- THE PROBLEM
Your job is to return every line of the listing holding the string "green".

- INPUT FOR THIS TASK
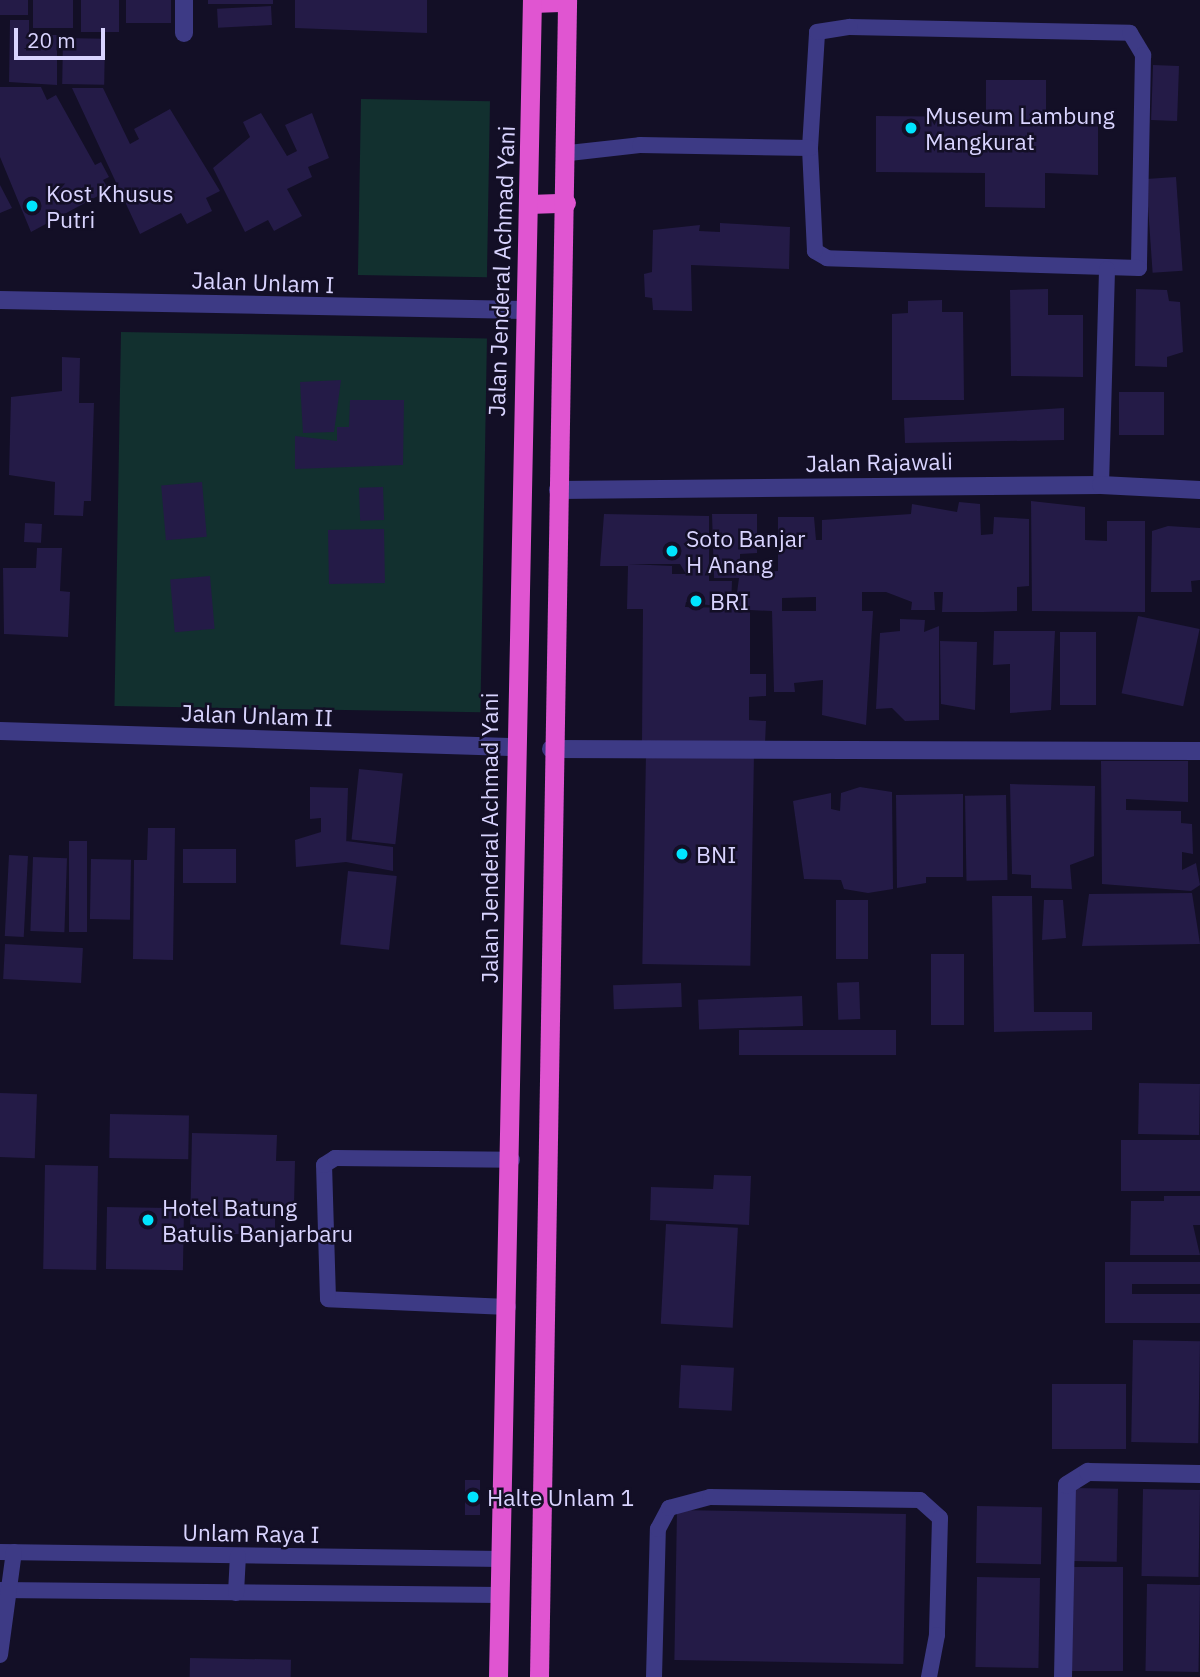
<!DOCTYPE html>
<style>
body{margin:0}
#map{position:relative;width:1200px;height:1677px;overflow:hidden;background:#130f26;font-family:"IBM Plex Sans",sans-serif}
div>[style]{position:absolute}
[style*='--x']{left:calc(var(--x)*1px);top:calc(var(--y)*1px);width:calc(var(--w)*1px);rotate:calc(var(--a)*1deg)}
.green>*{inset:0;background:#12302f;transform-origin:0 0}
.building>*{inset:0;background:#241b47;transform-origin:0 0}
.service>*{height:16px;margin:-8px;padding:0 8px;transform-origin:8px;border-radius:8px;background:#3d3a85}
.minor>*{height:18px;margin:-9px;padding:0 9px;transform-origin:9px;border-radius:9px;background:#3d3a85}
.trunk>*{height:19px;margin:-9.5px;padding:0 9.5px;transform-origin:9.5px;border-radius:9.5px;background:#e055d1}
.dots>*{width:19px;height:19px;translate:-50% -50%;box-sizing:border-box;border:4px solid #130f26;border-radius:50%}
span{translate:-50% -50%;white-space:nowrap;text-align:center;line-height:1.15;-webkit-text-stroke:5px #130f26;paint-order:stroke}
.poi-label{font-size:23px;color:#d9d4ff}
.left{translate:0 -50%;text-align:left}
.street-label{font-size:23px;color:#d9d4ff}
.scale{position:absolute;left:14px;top:28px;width:91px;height:32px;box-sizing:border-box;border:4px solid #d9d4ff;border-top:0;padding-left:9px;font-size:21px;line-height:24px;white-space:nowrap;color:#d9d4ff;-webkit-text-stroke:5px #130f26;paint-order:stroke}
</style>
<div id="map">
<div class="green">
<div style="left:361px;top:99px;width:129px;height:176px;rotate:1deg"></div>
<div style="left:121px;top:332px;width:366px;height:374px;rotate:1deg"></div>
</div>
<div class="building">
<div style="left:0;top:0;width:28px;height:15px"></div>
<div style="left:33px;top:0;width:40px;height:28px"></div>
<div style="left:81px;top:0;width:38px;height:32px"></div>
<div style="left:126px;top:0;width:45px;height:23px"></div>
<div style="left:208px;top:0;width:65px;height:4px"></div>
<div style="clip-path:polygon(295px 0,427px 0,427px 33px,295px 28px)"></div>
<div style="left:271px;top:6px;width:19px;height:54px;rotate:87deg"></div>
<div style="clip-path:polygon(10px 20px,29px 20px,29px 35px,57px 35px,57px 85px,9px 82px)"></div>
<div style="left:63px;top:38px;width:42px;height:46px;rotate:1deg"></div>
<div style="left:1179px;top:66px;width:55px;height:26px;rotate:92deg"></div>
<div style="clip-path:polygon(986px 80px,1046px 80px,1046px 117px,1098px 115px,1098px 175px,1045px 173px,1045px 208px,985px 207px,985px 173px,876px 172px,876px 116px,986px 117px)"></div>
<div style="clip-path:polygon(0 87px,41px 87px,47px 100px,56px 95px,95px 165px,101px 162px,109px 177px,103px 180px,109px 190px,31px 232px,0 157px)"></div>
<div style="clip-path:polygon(72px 88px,103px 88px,130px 144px,139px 139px,134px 129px,170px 109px,220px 191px,206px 198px,212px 211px,187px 224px,181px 213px,140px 234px)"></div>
<div style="clip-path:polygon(261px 113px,287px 156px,297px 151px,285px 125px,312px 113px,329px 158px,308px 167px,312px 177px,287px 189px,302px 216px,274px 231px,268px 220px,245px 232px,213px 168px,250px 137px,243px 122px)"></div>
<div style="left:1176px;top:177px;width:94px;height:30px;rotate:86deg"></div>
<div style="clip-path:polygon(0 185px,12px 208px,0 213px)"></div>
<div style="clip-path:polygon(720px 223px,790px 227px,789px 269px,691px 265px,692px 311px,653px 310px,652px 298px,645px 297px,644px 274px,652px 272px,653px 230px,700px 225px,699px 231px,720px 232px)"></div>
<div style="clip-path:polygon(1048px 289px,1048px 315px,1083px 315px,1083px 377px,1011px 376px,1010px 290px)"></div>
<div style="clip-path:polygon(1136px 289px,1167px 290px,1169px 301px,1180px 302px,1183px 352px,1167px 357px,1167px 367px,1135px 366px)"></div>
<div style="clip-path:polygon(942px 300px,942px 312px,963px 312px,964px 400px,892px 400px,892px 314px,908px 313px,908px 301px)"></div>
<div style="clip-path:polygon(62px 357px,80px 358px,79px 403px,94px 403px,91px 501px,84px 501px,83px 516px,54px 515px,55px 482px,9px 475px,11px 397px,62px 391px)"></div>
<div style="clip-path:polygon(341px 380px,334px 432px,303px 433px,300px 382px)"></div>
<div style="left:1119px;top:392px;width:45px;height:43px"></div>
<div style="clip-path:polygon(350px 400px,404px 400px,403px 465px,295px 469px,295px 436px,337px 441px,337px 427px,349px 427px)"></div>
<div style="clip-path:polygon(1064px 408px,1064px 440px,905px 443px,904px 418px)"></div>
<div style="left:202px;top:482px;width:55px;height:41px;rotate:85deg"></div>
<div style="left:383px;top:487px;width:33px;height:24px;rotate:88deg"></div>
<div style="clip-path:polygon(1031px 501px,1085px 507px,1085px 540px,1107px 541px,1107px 521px,1145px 521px,1145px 612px,1032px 611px)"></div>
<div style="clip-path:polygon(evenodd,959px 502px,980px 504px,981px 535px,993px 534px,994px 517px,1029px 519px,1029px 586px,1017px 587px,1017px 611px,983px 612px,942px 612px,943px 592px,934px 592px,935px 610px,911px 610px,912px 602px,886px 592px,862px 592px,862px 611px,873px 611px,866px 725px,822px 715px,823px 680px,794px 683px,795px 692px,774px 692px,772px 611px,750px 610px,750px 674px,766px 674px,766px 696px,749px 697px,749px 720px,766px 721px,765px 744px,642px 742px,643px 609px,627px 609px,628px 566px,600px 566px,604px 514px,709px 516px,709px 581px,732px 581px,731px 608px,686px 602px,685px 607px,735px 608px,739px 578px,714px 578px,712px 514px,757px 514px,757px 553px,740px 554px,740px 573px,778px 571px,778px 517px,814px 517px,816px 540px,822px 540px,822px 520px,911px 514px,912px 504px,957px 512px,959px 502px,628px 564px,680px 564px,686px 574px,672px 574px,672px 566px,628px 564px,959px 502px,816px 597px,816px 611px,782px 611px,782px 598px,816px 597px)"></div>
<div style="left:25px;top:523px;width:17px;height:19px;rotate:3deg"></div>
<div style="clip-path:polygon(1168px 526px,1200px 528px,1200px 580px,1191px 581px,1192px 592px,1151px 592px,1152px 531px)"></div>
<div style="left:384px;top:529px;width:54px;height:56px;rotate:89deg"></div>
<div style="clip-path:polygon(37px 548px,62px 548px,60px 591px,70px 592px,68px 637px,4px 634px,3px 568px,36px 568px)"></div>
<div style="left:210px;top:576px;width:53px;height:40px;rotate:85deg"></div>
<div style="left:1138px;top:616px;width:63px;height:79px;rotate:12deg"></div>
<div style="clip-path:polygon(900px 619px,925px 620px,924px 632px,939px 626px,939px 720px,905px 721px,892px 708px,876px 709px,880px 633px,900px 631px)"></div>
<div style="clip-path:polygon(994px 631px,1055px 631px,1051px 710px,1010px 713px,1010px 664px,993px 665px)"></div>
<div style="left:1060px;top:632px;width:36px;height:73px"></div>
<div style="clip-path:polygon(940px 641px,977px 642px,975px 710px,941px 704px)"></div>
<div style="left:646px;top:753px;width:108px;height:211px;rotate:1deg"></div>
<div style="clip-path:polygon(1101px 761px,1188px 761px,1188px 802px,1126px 799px,1126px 810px,1181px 811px,1181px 823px,1192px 824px,1193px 854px,1182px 852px,1182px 870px,1196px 863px,1200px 885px,1191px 891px,1102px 884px)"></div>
<div style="left:359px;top:769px;width:44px;height:71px;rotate:6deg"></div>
<div style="clip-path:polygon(1010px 784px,1095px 786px,1094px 856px,1070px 865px,1072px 889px,1031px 888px,1031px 875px,1012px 874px)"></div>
<div style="clip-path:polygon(310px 787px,348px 788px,346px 848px,346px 841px,393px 847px,393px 871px,346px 862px,296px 867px,295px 840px,321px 832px,321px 818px,310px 819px)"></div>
<div style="clip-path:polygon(860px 787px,892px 792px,893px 889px,868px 893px,844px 889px,841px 880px,804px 879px,793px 801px,831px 793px,831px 809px,840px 811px,841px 793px)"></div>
<div style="clip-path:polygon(963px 794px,963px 877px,926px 877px,926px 883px,897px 888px,896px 795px)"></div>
<div style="left:1006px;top:795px;width:85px;height:41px;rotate:89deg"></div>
<div style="clip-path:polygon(148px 828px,175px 828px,173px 960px,133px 959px,134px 860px,147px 860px)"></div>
<div style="left:69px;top:841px;width:18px;height:91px"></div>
<div style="left:183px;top:849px;width:53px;height:34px"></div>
<div style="left:9px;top:855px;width:19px;height:81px;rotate:3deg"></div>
<div style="left:33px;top:857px;width:34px;height:74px;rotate:2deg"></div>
<div style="left:91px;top:859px;width:40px;height:60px;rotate:1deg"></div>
<div style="left:348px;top:871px;width:49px;height:74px;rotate:6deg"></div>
<div style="clip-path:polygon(1192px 893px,1200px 944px,1082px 946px,1089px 894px)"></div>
<div style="clip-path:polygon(992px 896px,1032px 896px,1034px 1012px,1092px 1012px,1092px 1030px,994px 1032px)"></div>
<div style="left:836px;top:900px;width:32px;height:59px"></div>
<div style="clip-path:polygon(1044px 900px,1063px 900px,1066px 938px,1042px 940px)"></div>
<div style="left:5px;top:944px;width:78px;height:35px;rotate:3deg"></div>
<div style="left:931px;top:954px;width:33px;height:71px"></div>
<div style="left:859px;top:982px;width:37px;height:22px;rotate:88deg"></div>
<div style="left:681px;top:983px;width:24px;height:68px;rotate:88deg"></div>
<div style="left:802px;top:996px;width:30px;height:104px;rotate:88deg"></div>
<div style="left:739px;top:1030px;width:157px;height:25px"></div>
<div style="left:1139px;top:1083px;width:61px;height:51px;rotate:1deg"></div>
<div style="left:0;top:1093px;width:37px;height:64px;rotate:2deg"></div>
<div style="left:110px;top:1114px;width:79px;height:44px;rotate:1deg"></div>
<div style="clip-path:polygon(192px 1133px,277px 1135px,276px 1161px,295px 1161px,294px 1206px,275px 1205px,275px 1235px,190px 1233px)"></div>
<div style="left:1121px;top:1140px;width:79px;height:51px"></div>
<div style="left:45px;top:1165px;width:53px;height:104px;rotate:1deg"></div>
<div style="clip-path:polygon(714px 1175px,751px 1176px,749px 1225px,650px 1220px,651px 1187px,713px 1189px)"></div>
<div style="clip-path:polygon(1164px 1196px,1200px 1196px,1200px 1225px,1193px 1225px,1200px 1255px,1130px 1255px,1131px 1201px,1164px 1201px)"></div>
<div style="left:107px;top:1207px;width:77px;height:62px;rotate:1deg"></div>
<div style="left:666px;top:1224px;width:72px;height:100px;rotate:3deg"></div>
<div style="clip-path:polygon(1105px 1262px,1200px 1262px,1200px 1284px,1132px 1284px,1132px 1294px,1200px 1294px,1200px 1323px,1105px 1323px)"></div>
<div style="left:1133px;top:1340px;width:67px;height:102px;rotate:1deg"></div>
<div style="left:681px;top:1365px;width:53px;height:43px;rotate:3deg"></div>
<div style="left:1126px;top:1384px;width:65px;height:74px;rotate:90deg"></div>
<div style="left:465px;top:1480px;width:15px;height:35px"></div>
<div style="left:1073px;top:1488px;width:45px;height:73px;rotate:1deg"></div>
<div style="left:1143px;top:1489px;width:57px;height:87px;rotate:1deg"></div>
<div style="left:977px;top:1506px;width:65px;height:57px;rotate:1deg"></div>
<div style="left:677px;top:1510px;width:229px;height:150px;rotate:1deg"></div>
<div style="left:1066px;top:1567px;width:57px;height:104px"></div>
<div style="left:977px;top:1577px;width:63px;height:90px;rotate:1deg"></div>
<div style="left:1147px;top:1584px;width:53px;height:87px;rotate:1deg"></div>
<div style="left:190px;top:1658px;width:101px;height:19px;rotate:1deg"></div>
</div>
<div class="service">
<div style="--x:850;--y:27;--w:280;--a:1.2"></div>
<div style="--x:1130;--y:33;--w:26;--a:59"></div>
<div style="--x:1143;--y:55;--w:213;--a:91.1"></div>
<div style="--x:1139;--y:268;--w:312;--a:-178.2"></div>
<div style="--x:827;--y:258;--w:14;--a:-150"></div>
<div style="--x:815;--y:251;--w:103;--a:-92.8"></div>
<div style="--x:810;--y:148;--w:116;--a:-86.5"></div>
<div style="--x:817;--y:32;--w:33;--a:-9"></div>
<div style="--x:569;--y:153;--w:71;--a:-6.4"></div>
<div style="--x:640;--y:145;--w:170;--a:1"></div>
<div style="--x:1101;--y:485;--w:216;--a:-88.4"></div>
<div style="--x:508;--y:1307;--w:180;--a:-177.5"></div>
<div style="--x:328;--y:1299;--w:134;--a:-91.7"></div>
<div style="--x:324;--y:1165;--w:13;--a:-32"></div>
<div style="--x:335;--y:1158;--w:177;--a:0.6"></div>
<div style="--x:0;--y:1552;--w:501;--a:0.8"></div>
<div style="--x:0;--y:1590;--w:500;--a:0.57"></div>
<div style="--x:236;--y:1593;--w:37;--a:-87"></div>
<div style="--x:0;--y:1655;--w:104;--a:-82.3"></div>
<div style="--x:654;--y:1677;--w:148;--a:-88.5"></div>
<div style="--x:658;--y:1529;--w:24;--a:-62"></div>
<div style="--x:669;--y:1508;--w:42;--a:-15"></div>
<div style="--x:710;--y:1497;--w:210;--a:0.8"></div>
<div style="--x:920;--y:1500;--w:27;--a:42"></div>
<div style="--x:940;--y:1518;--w:117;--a:91.5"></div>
<div style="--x:937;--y:1635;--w:43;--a:100.8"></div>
</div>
<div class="minor">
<div style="--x:184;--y:0;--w:33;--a:90"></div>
<div style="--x:0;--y:300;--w:525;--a:1.09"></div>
<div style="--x:558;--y:490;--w:543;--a:-0.53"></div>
<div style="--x:1101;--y:485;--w:99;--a:2.9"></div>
<div style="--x:0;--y:731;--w:513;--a:1.79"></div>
<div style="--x:551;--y:749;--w:649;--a:0.18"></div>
<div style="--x:1063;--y:1677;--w:192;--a:-88.8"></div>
<div style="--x:1067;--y:1485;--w:25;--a:-32"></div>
<div style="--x:1088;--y:1472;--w:112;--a:1"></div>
</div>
<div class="trunk">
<div style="--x:532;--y:3;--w:35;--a:-2"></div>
<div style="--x:528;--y:204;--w:38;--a:-2"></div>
<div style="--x:498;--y:1677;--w:1677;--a:-88.84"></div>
<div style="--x:539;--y:1677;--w:1677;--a:-89.04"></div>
</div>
<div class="dots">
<div style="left:911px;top:128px;background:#00e5ff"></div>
<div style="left:32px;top:206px;background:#00e5ff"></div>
<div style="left:672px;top:551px;background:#00e5ff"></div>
<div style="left:696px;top:601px;background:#00e5ff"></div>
<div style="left:682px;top:854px;background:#00e5ff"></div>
<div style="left:148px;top:1220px;background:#00e5ff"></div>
<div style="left:473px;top:1497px;background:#00e5ff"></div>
</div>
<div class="poi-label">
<span class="left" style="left:925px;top:128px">Museum Lambung<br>Mangkurat</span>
<span class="left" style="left:46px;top:206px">Kost Khusus<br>Putri</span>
<span class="left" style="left:686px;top:551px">Soto Banjar<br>H Anang</span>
<span class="left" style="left:710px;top:601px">BRI</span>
<span class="left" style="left:696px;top:854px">BNI</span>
<span class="left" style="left:162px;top:1220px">Hotel Batung<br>Batulis Banjarbaru</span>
<span class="left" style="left:487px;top:1497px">Halte Unlam 1</span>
</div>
<div class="street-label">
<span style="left:501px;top:271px;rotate:-88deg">Jalan Jenderal Achmad Yani</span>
<span style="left:263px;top:282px;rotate:2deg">Jalan Unlam I</span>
<span style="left:879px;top:462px;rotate:-1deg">Jalan Rajawali</span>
<span style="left:257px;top:715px;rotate:2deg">Jalan Unlam II</span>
<span style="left:489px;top:838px;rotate:-90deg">Jalan Jenderal Achmad Yani</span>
<span style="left:251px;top:1533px;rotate:1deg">Unlam Raya I</span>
</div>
<div class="scale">20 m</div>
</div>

- EXERCISE ANSWER
.green>*{inset:0;background:#12302f;transform-origin:0 0}
<div class="green">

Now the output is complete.